Il souffre et on le lui reproche. Il doit faire des efforts constants pour supporter son hypersensibilité, sa réactivité, son anxiété, son besoin d’amour jamais satisfait…et on lui reproche de ne pas faire d'effort. Il fait des efforts pour essayer de se conformer aux attentes des adultes, mais ça ne leur suffit jamais. Quelle injustice à ses yeux !
Il faut comprendre enfin que pour l’aider, il faut lui montrer qu’on l’aime et le rassurer sur sa valeur. Et rien d’autre. Il n’a pas forcément besoin d’une psychothérapie, encore moins de reproches et de punitions. Juste de l’amour.

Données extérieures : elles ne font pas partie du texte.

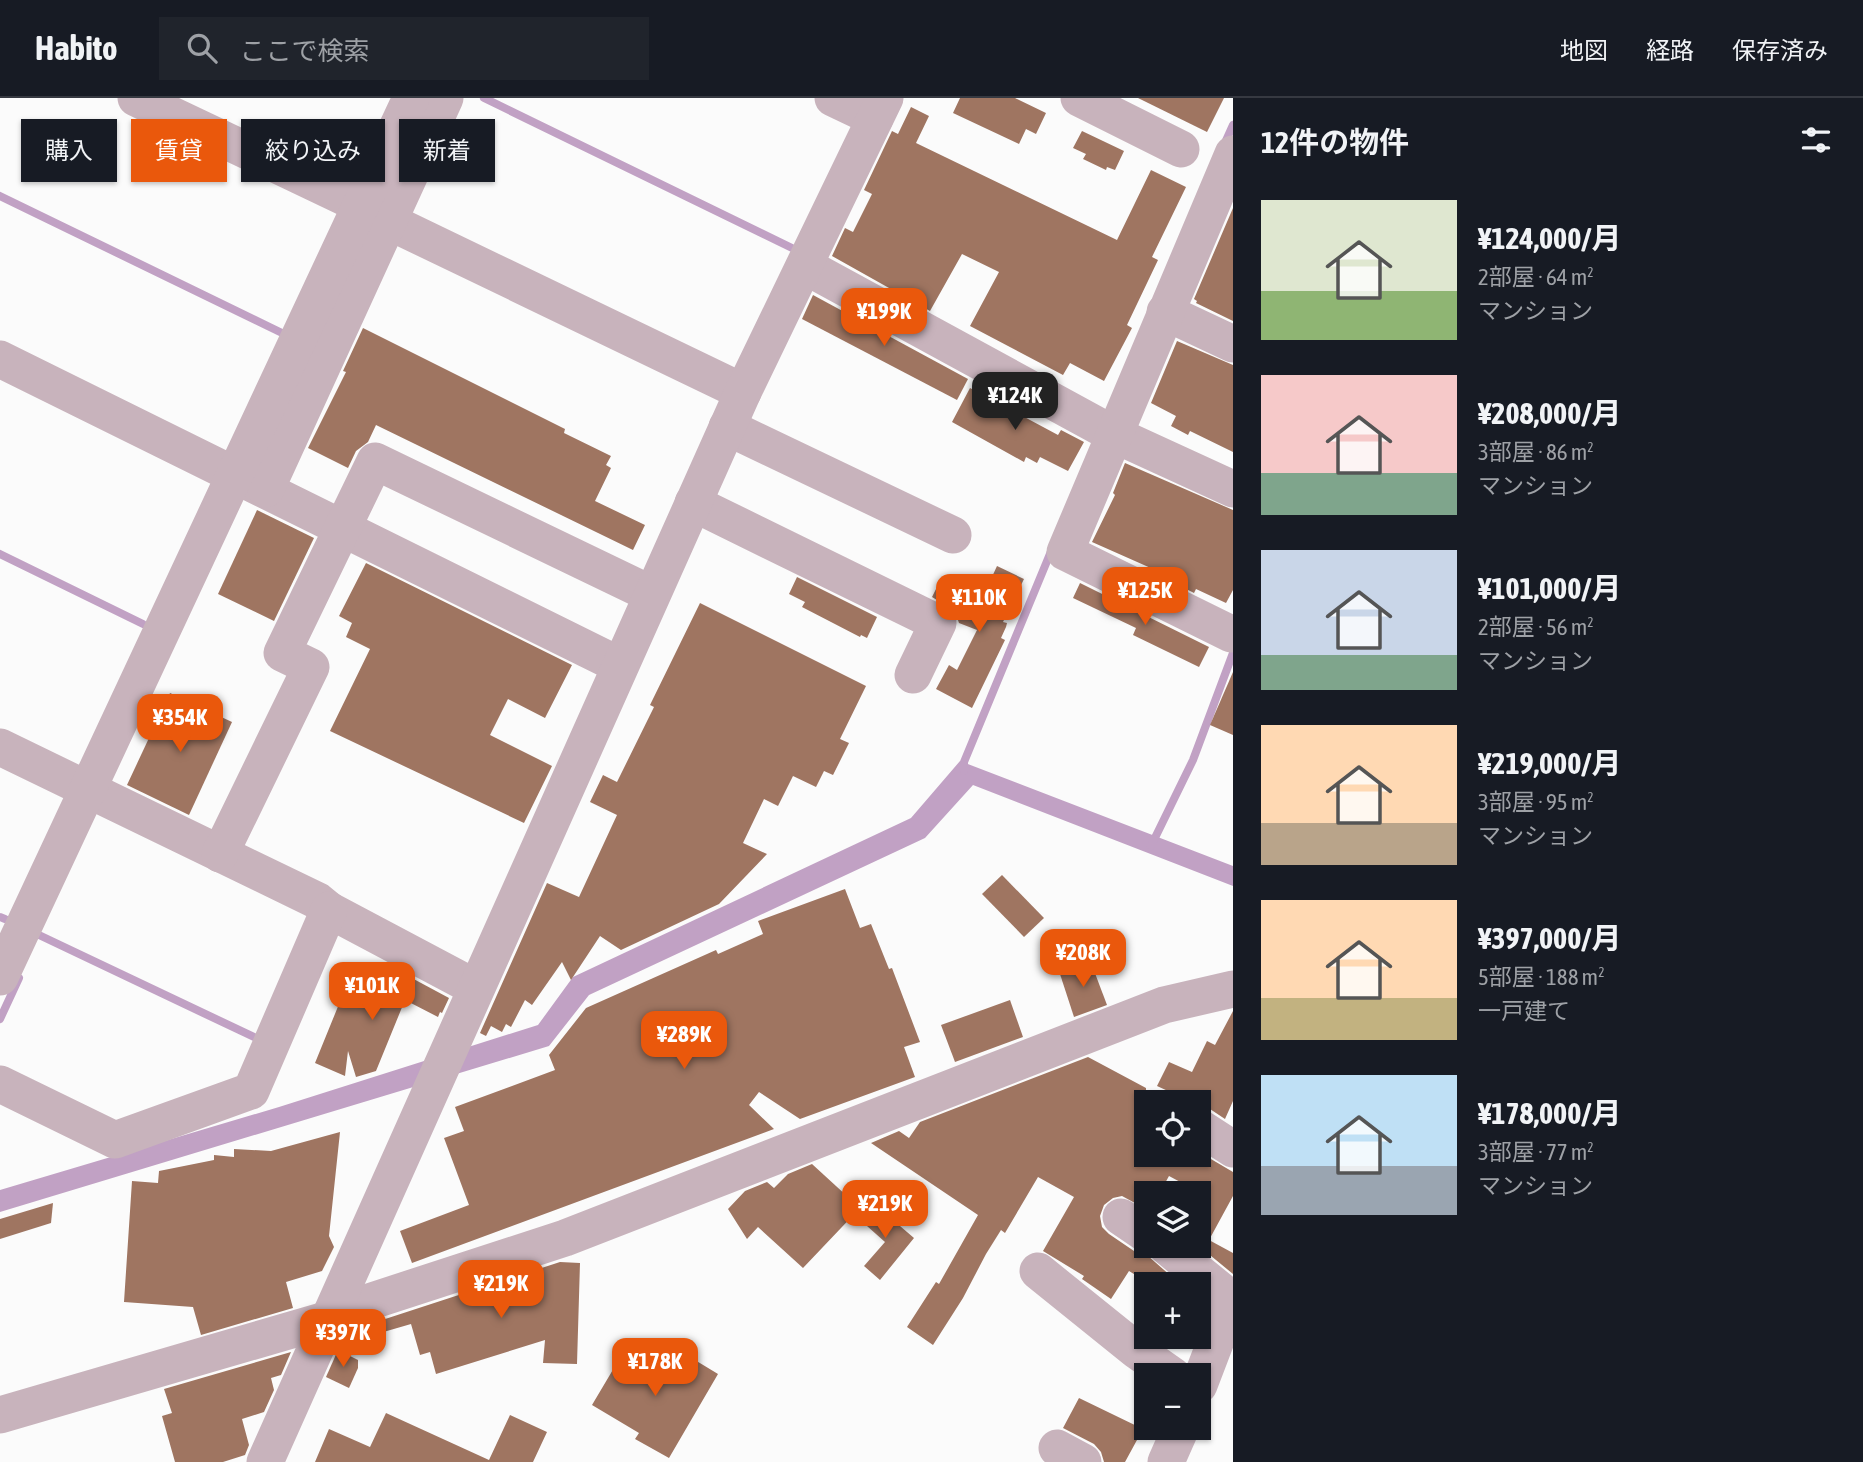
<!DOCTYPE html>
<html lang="ja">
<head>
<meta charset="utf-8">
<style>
  :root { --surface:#171b24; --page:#20242c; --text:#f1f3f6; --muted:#9ea1a6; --line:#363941; --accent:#ea580c }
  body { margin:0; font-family:"Asap Condensed","Noto Sans JP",sans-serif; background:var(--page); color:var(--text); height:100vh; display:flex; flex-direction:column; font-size:26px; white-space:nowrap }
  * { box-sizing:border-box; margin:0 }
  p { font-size:23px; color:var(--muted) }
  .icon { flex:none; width:38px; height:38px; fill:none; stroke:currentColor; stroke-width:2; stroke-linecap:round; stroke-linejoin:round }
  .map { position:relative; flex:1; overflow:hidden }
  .sheet { display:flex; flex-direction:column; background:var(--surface); width:630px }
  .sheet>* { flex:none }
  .guide { position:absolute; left:21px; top:21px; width:665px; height:63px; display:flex; gap:14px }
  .fabs { position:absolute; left:1134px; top:992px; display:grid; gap:14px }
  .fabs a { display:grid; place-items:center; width:77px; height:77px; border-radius:0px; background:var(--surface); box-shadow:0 2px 5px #0004; font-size:35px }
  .price { position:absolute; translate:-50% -60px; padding:0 16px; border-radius:14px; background:var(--accent); color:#fff; font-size:23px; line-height:46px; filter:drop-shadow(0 2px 4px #0008) }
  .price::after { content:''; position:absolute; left:50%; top:42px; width:21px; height:16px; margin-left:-10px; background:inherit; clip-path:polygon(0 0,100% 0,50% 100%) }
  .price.active { background:#222; color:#fff }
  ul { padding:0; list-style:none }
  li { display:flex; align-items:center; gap:21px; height:175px; padding:0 28px }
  li span { display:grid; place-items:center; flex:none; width:196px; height:140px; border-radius:0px; color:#555 }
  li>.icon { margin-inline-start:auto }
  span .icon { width:84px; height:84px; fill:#fffc; stroke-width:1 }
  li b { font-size:30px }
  h2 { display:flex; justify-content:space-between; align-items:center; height:84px; padding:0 28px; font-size:30px }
  .pill { padding:0 24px; border-radius:0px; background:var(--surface); box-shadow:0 2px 5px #0004; font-size:24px; line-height:63px }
  .pill.active { background:var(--accent); color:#fff }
  header { display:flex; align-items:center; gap:42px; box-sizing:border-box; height:98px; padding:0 35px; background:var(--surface); border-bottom:2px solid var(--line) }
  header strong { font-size:33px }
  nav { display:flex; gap:38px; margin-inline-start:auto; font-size:24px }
  .search { width:490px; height:63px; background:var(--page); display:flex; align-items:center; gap:18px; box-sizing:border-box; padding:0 24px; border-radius:0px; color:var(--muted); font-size:26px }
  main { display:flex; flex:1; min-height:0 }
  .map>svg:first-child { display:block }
  .water { fill:#c1a1c4 }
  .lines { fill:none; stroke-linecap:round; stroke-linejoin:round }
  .stream { stroke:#c1a1c4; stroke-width:8 }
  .building { fill:#9f7561 }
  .minor { stroke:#c8b3bc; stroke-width:37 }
</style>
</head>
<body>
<header>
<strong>Habito</strong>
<div class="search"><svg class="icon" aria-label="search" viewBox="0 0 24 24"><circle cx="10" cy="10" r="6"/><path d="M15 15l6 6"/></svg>ここで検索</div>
<nav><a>地図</a><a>経路</a><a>保存済み</a></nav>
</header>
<main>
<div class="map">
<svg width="1233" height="1364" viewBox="0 0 1233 1364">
  <rect width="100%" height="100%" fill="#fbfbfb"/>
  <path class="water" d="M960,663L1233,768V788L973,687L925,740L589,897L549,948L0,1114V1092L279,1009L538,927L573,879L911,720Z"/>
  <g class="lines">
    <g class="stream">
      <path d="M484,0L792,150"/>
      <path d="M1224,47L1233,27"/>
      <path d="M0,98L282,235"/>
      <path d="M0,456L143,526"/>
      <path d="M964,673V664L1052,451"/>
      <path d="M1151,748L1193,662L1233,555"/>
      <path d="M0,819L5,821"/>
      <path d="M39,837L256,940"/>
      <path d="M0,921L19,880"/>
    </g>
  </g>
  <g class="building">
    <path d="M960,0H1015L1046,15L1036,36L1026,31L1019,46L953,15Z"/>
    <path d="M1138,0H1224L1207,34Z"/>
    <path d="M911,9L929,18L916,45L1117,142L1151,72L1186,89L1152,159L1158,162L1127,227L1132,230L1104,283L1070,265L1063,277L970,228L999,174L962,156L930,213L832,158L845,130L853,134L872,96L864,92L892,33L898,36Z"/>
    <path d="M1082,33L1124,53L1115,72L1107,69L1106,72L1083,61L1086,56L1073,50Z"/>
    <path d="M1233,110V223L1196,205L1197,203L1194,201Z"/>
    <path d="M813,197L968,281L957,302L802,221Z"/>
    <path d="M363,230L565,331L564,335L611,358L606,367L611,370L595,403L645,427L633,452L376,327L368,344L356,353L348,370L308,350L346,274L343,273Z"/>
    <path d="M1177,243L1233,267V354L1190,333L1188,337L1171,328L1176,318L1151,305Z"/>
    <path d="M970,290L1058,337L1061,332L1084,344L1068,373L1040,359L1037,365L1026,359L1024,364L952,324Z"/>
    <path d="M1125,365L1233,412V492L1226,505L1196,491L1194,495L1161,478L1162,475L1092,444L1115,397L1113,395Z"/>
    <path d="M257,412L314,440L274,523L218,496Z"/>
    <path d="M366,465L572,567L545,620L508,601L490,637L552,668L524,725L330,633L370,551L346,539L352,525L339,518Z"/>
    <path d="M997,468L1024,481L1003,524L1007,525L1006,529L1001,540L1005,542L972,610L936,591L949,567L957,572L977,532L959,525L955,513L932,499L938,487L979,507Z"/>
    <path d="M797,479L877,519L867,540L861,537L860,539L802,509L805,504L789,496Z"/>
    <path d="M1080,485L1209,549L1199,569L1133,537L1136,530L1073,500Z"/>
    <path d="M700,505L866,588L840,641L849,645L833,677L824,673L816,689L793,678L778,708L764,701L743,745L767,756L719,806L621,852L600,838L571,882L562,864L532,907L525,902L511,929L506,926L502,934L491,928L486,938L480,935L547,785L579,799L617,717L590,704L603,677L617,684L654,609L650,607Z"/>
    <path d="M1233,574V637L1210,627Z"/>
    <path d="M170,595L232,624L189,717L127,687Z"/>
    <path d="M1002,777L1044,820L1024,839L982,796Z"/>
    <path d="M845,791L860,830L871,826L889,871L892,870L920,944L904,949L915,979L800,1021L759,994L749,1007L774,1031L412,1165L400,1133L469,1107L444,1040L464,1033L455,1009L555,972L549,957L586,910L716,852L718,856L763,836L758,823Z"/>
    <path d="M1090,862L1107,907L1074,919L1059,873Z"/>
    <path d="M395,871L449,900L442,915L440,914L438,919L405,902L376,973L356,979L348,953L345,978L315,965L350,879L355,881L354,886L381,897Z"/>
    <path d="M1010,902L1023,939L955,964L941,927Z"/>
    <path d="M1233,913V1003L1225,1021L1210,1011L1199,1008V1004H1192L1157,988L1169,964L1192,974L1207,943L1215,947Z"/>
    <path d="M1088,959L1146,990V1057H1199V1054L1233,1074V1098L1209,1142L1233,1155V1176L1199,1148V1094L1169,1078L1159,1096H1146V1111L1122,1098L1113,1100L1104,1107L1100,1118L1102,1129L1109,1136L1134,1153L1147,1157L1180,1186H1150L1129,1173L1111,1201L1082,1181L1084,1178L1043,1153L1074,1099L1038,1079L1005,1135L1001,1132L986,1156L963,1200L933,1247L907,1229L936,1184L939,1186L978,1117L871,1045L899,1033L909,1040L920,1024Z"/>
    <path d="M340,1034L329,1138L334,1149L322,1173L286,1184L293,1210L201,1237L193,1209L124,1204L132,1083L158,1085L159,1073L214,1062V1057L234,1059V1051L271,1053Z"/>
    <path d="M812,1066L860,1110L803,1170L758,1129L747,1141L728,1111L745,1093L767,1084L774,1090L788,1076Z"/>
    <path d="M872,1104L914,1140L880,1182L864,1168L885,1144L858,1120Z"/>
    <path d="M53,1105L51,1125L0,1141V1121Z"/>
    <path d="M560,1164L580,1165L577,1266L543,1265L545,1242L436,1276L430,1254L420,1257L411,1226L380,1235L376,1224Z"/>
    <path d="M627,1248L673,1276L685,1256L718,1276L669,1360L635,1341L639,1335L592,1307Z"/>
    <path d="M338,1252L358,1262V1270L349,1290L326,1279Z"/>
    <path d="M291,1254L281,1277L271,1280L274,1292L264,1314L242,1321L249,1347L245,1357L223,1364H175L162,1318L172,1315L164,1291Z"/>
    <path d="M1079,1300L1143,1331L1125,1364H1104L1101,1354L1094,1346L1063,1330Z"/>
    <path d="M386,1315L489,1362L510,1317L547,1334L533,1364H315L329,1331L370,1349Z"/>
  </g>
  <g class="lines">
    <g class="minor">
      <path d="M136,0L361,107"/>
      <path d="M833,0L875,20"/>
      <path d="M1079,0L1181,51"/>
      <path d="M367,113L743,294"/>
      <path d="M805,168L1113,336L1233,391"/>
      <path d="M1165,214L1233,246"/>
      <path d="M0,261L619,567"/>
      <path d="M727,329L953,437"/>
      <path d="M266,391L445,0"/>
      <path d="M693,405L938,525L913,577"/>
      <path d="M1231,536L1065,454L1233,56"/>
      <path d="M0,649L318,803L329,812L476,890"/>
      <path d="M220,756L311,569L282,555L375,363L651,496"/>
      <path d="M0,879L411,0"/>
      <path d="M0,986L115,1042L251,993L329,812"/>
      <path d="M1199,1029L1233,1051"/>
      <path d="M1121,1119L1146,1136"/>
      <path d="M1166,1148L1231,1201"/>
      <path d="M1038,1173L1136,1252L1173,1278"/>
      <path d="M332,1216L565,1140L1164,907L1233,891"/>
      <path d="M1199,1287L1233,1198"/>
      <path d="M0,1317L329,1221"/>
      <path d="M1057,1350L1083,1364"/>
      <path d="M265,1364L743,294L885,0"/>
      <path d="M1166,1364L1181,1330"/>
    </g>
  </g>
</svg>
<div class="fabs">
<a><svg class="icon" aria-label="locate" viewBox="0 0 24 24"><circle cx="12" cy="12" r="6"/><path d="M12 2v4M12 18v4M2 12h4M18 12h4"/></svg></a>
<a><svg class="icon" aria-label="layers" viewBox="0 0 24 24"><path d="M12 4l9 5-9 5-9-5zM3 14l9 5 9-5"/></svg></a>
<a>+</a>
<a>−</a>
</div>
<b class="price" style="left:884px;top:250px">¥199K</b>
<b class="price active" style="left:1015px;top:334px">¥124K</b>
<b class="price" style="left:1145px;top:529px">¥125K</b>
<b class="price" style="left:979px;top:536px">¥110K</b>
<b class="price" style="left:180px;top:656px">¥354K</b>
<b class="price" style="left:1083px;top:891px">¥208K</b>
<b class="price" style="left:372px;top:924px">¥101K</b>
<b class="price" style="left:684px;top:973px">¥289K</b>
<b class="price" style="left:885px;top:1142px">¥219K</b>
<b class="price" style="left:501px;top:1222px">¥219K</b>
<b class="price" style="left:343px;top:1271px">¥397K</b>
<b class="price" style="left:655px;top:1300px">¥178K</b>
<div class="guide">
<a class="pill">購入</a>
<a class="pill active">賃貸</a>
<a class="pill">絞り込み</a>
<a class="pill">新着</a>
</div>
</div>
<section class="sheet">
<h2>12件の物件<svg class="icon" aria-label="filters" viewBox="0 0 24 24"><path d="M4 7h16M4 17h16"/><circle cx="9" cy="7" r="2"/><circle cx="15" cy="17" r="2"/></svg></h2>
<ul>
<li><span style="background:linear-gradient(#dfe7d0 65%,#8fb573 0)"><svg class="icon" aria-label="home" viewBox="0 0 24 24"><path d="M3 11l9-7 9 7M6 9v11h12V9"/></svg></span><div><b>¥124,000/月</b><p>2部屋 · 64 m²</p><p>マンション</p></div></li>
<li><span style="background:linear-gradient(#f6c9c9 70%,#7fa58c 0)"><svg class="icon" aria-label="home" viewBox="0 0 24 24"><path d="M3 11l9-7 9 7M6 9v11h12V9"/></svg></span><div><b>¥208,000/月</b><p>3部屋 · 86 m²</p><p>マンション</p></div></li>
<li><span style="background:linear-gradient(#c9d6e8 75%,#7fa58c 0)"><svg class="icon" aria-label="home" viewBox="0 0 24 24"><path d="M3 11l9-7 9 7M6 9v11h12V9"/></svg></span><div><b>¥101,000/月</b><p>2部屋 · 56 m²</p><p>マンション</p></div></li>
<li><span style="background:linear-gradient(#ffd9b3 70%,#b9a48a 0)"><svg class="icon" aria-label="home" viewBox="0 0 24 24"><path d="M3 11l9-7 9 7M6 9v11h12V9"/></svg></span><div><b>¥219,000/月</b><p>3部屋 · 95 m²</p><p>マンション</p></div></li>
<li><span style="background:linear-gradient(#ffd9b3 70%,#c2b280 0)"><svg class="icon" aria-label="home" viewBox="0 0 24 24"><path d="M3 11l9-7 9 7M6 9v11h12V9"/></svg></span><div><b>¥397,000/月</b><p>5部屋 · 188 m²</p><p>一戸建て</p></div></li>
<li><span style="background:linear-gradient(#bfe0f5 65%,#9aa5b1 0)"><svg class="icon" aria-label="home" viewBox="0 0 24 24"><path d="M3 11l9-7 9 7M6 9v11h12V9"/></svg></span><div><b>¥178,000/月</b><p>3部屋 · 77 m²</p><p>マンション</p></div></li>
</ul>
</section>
</main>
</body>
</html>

Cela ne veut pas dire qu’il faut tout lui passer et accepter ses comportements inacceptables. Il doit améliorer son comportement, mais pour cela, il a besoin d’aide, de compréhension et d’amour. Il faut lui expliquer qu’il n’est pas responsable de son hypersensibilité, mais qu’il doit apprendre à bien se comporter et contrôler ses réactions. Il n’est pas responsable de sa tendance à mal se comporter mais s’il ne fait rien pour changer, il sera responsable. Ça ne sera pas facile, mais il peut compter sur ses parents pour l’y aider.
La sophrologie peut aussi l’aider en ce sens.
(Tout ce que j’écris là sur l’enfant précoce incompris est valable pour les adultes surdoués).